Thighbone

A friend recently shared a Margaret Mead story that was told by physician and author Ira Byock.

Margaret Mead, anthropologist, was asked by a student what she considered to be the first sign of civilization in a culture. The student expected Mead to talk about fishhooks or clay pots or grinding stones.

But no. Mead said that the first sign of civilization in an ancient culture was a femur (thighbone) that had been broken and then healed. Mead explained that in the animal kingdom, if you break your leg, you die. You cannot run from danger, get to the river for a drink or hunt for food. You are meat for prowling beasts.

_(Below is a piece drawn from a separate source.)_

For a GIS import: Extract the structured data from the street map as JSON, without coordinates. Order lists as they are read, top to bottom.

No animal survives a broken leg long enough for the bone to heal.

A broken femur that has healed is evidence that someone has taken time to stay with the one who fell, has bound up the wound, has carried the person to safety and has tended the person through recovery. Helping someone else through difficulty is where civilization starts, Mead said.

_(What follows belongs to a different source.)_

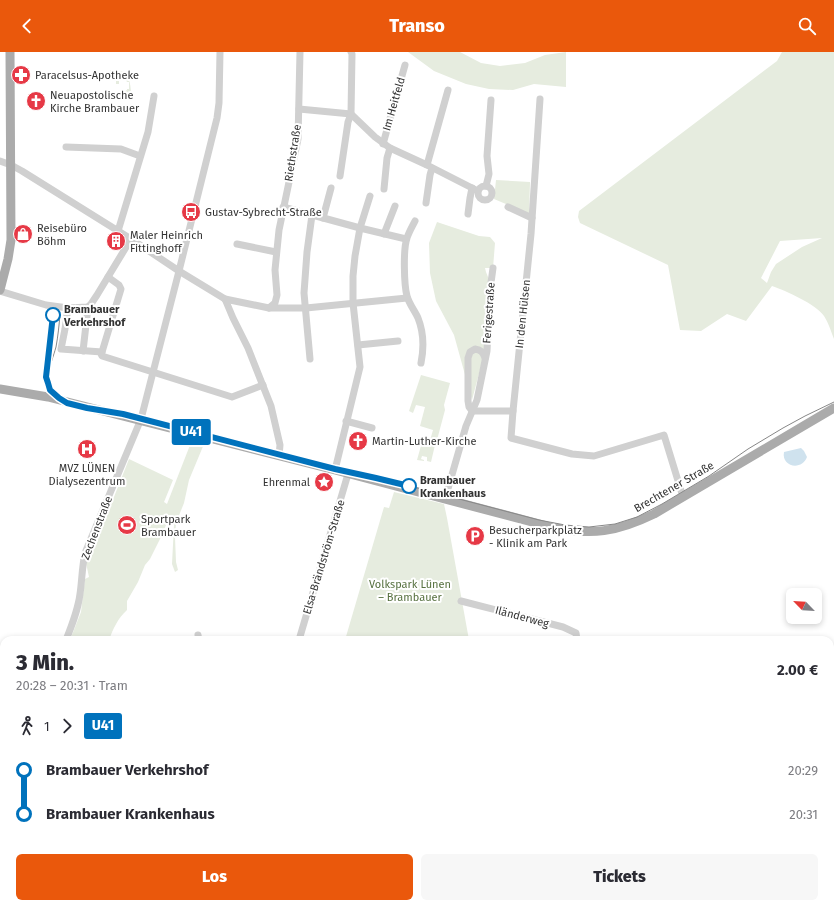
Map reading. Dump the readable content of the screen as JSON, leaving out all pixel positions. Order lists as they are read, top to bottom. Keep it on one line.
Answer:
{"streets":{"main road":["Brechtener Straße"],"street":["Im Heitfeld","Riethstraße","Ferigestraße","In den Hülsen","Zechenstraße","Elsa-Brändström-Straße","Iländerweg"]},"crossings":[["Ferigestraße","Brechtener Straße"],["In den Hülsen","Brechtener Straße"],["Brechtener Straße","Zechenstraße"],["Brechtener Straße","Elsa-Brändström-Straße"]],"parks":["Volkspark Lünen – Brambauer"],"places":{"pharmacy":["Paracelsus-Apotheke"],"church":["Neuapostolische Kirche Brambauer","Martin-Luther-Kirche"],"bus stop":["Gustav-Sybrecht-Straße"],"shop":["Reisebüro Böhm"],"building":["Maler Heinrich Fittinghoff"],"other":["Brambauer Verkehrshof","Brambauer Krankenhaus"],"hospital":["MVZ LÜNEN Dialysezentrum"],"place":["Ehrenmal"],"sports":["Sportpark Brambauer"],"parking":["Besucherparkplatz - Klinik am Park"]},"lines":["tram line U41"],"north":"top left","page":{"header":"Transo","on_map":"U41","heading":["3 Min.","20:28 – 20:31 · Tram","2.00 €"],"legs":["1","U41"],"list":[{"name":"Brambauer Verkehrshof","value":"20:29"},{"name":"Brambauer Krankenhaus","value":"20:31"}],"buttons":["Los","Tickets"]}}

Civilization grows from caring for each other. Yes. I like that part of the story and history. I would also suggest that caring for each other has many important nuances in today’s culture of groups, teams, and human beings learning to go together.

Caring for each other includes helping to develop imagination together. It includes some wonder. It includes some wander. It includes leaning in to multiple unknowns, not certain of where the paths will lead but compelled to move on.

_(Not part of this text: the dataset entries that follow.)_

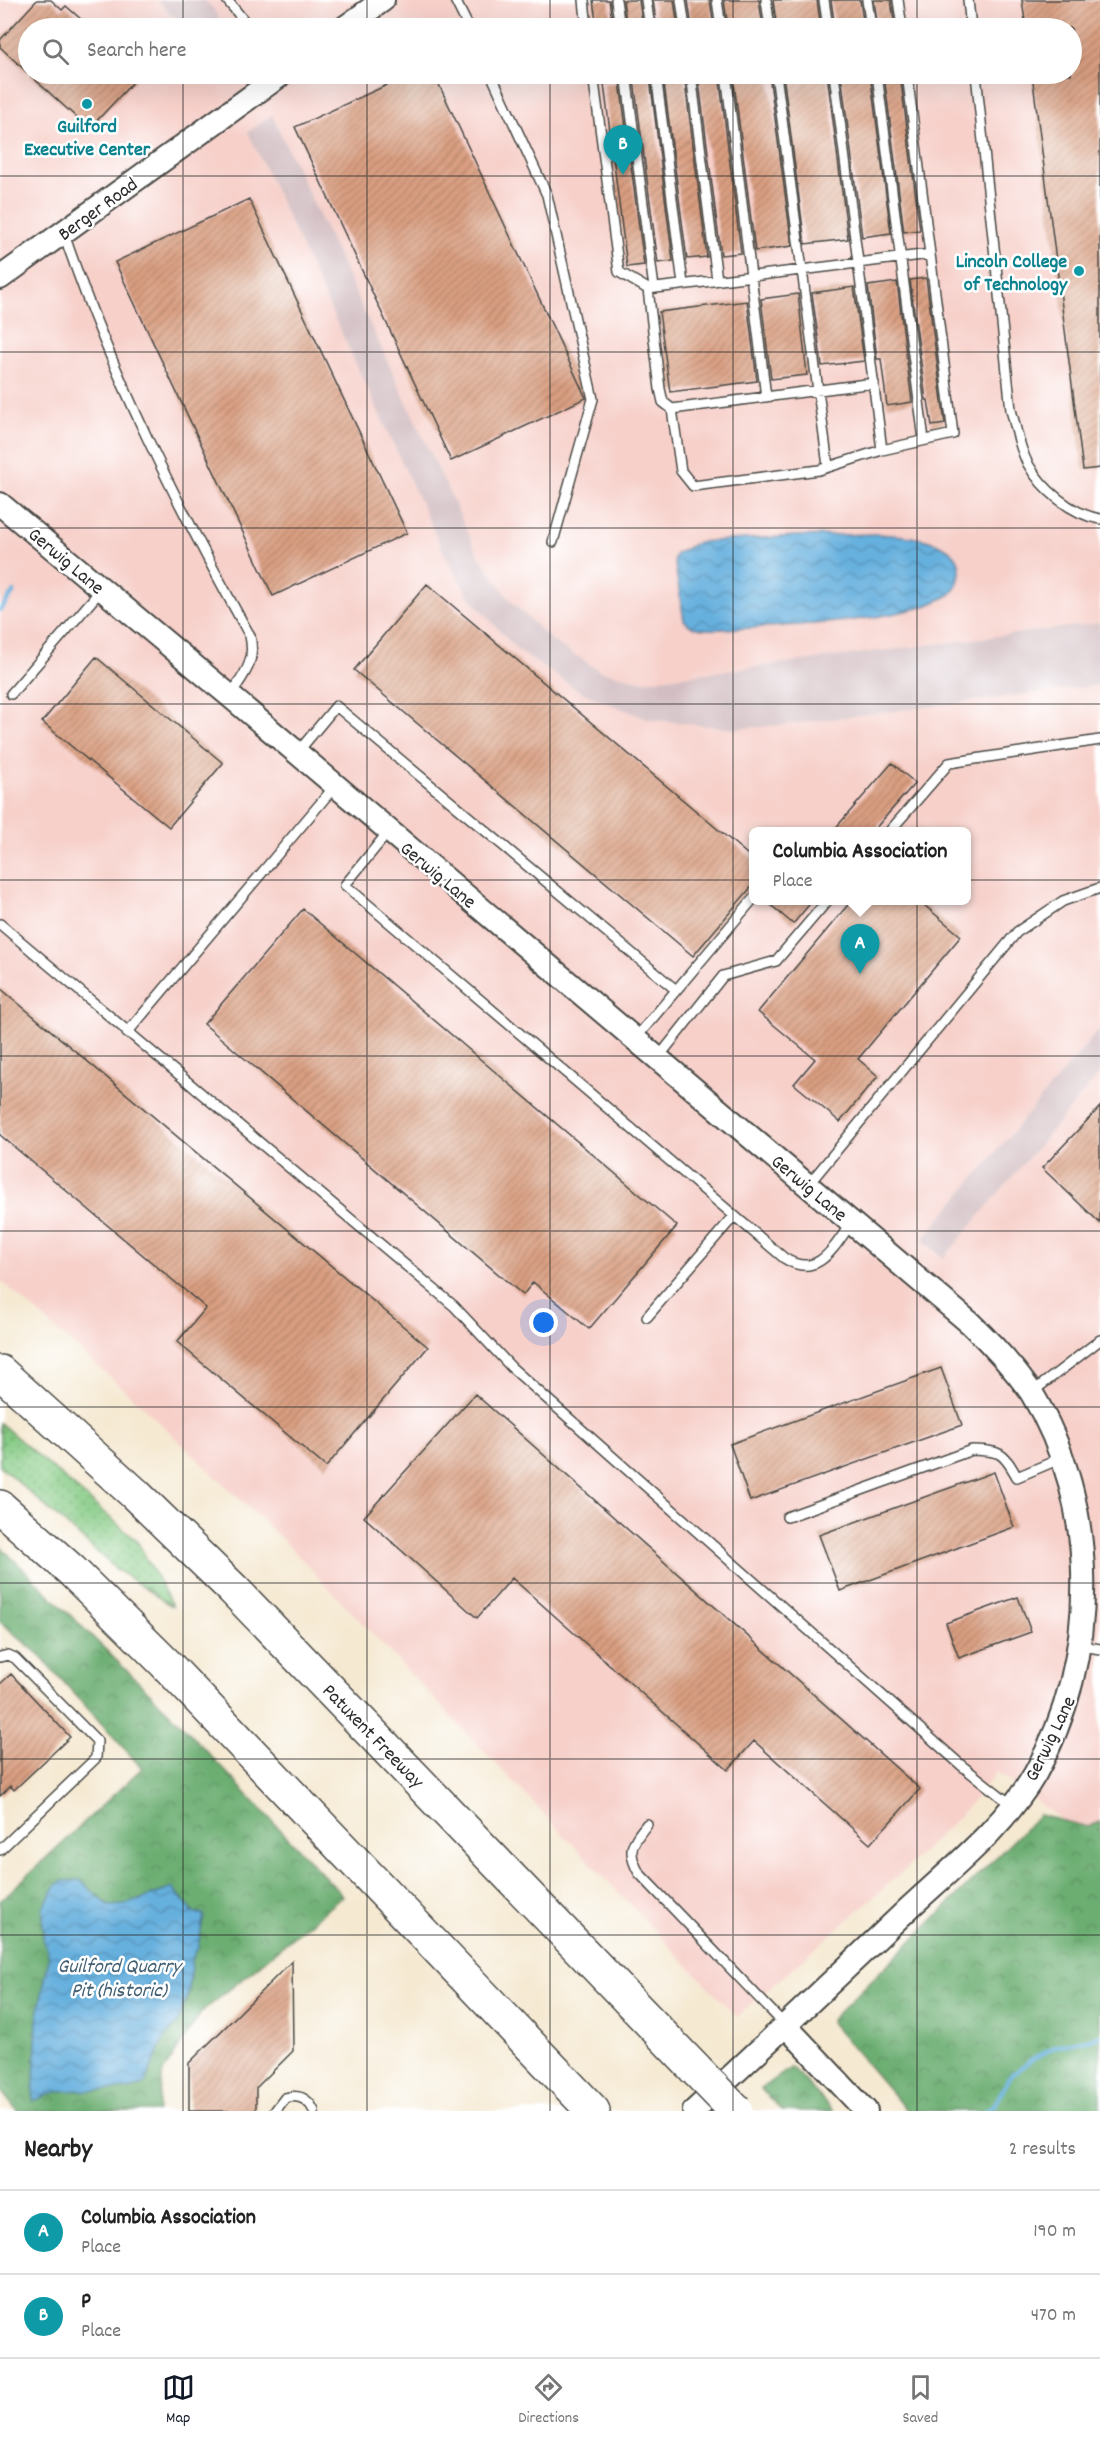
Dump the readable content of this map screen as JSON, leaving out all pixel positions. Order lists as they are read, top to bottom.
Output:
{
  "streets": {
    "highway": ["Patuxent Freeway"],
    "street": ["Berger Road", "Gerwig Lane"]
  },
  "water": ["Guilford Quarry Pit (historic)"],
  "places": ["Guilford Executive Center", "Lincoln College of Technology"],
  "page": {
    "search": "Search here",
    "pins": ["B", "A"],
    "popup": ["Columbia Association", "Place"],
    "heading": ["Nearby", "2 results"],
    "list": [
      {
        "mark": "A",
        "name": "Columbia Association",
        "note": "Place",
        "value": "190 m"
      },
      {
        "mark": "B",
        "name": "P",
        "note": "Place",
        "value": "470 m"
      }
    ],
    "nav": ["Map", "Directions", "Saved"]
  }
}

Caring for each other includes truth telling that goes beyond merely feeling good. It includes saying things out loud to discern what one really believes. It includes counting on the people that we are with to be more that fact checkers, but also thoughtful listeners and thoughtful connectors.

Caring for each other includes following mystery. It includes not just surrendering to an unknown, but rather, commitment to an unknown. I would suggest that there is always more not seen than seen. We need each other to even entertain the experiments that take us beyond personal and collective edges.

Caring for each other includes interrupting patterns. It includes interrupting patterns of toxic devisiveness that pull people away from each others’ long term good at the expense of short term sensations of winning and superiority.

Thighbones. Thighbones healed. It’s the healing that indicates civilization, working together. Feels like time for some important healing in contemporary culture, no? Feels like time to claim and choose civilization.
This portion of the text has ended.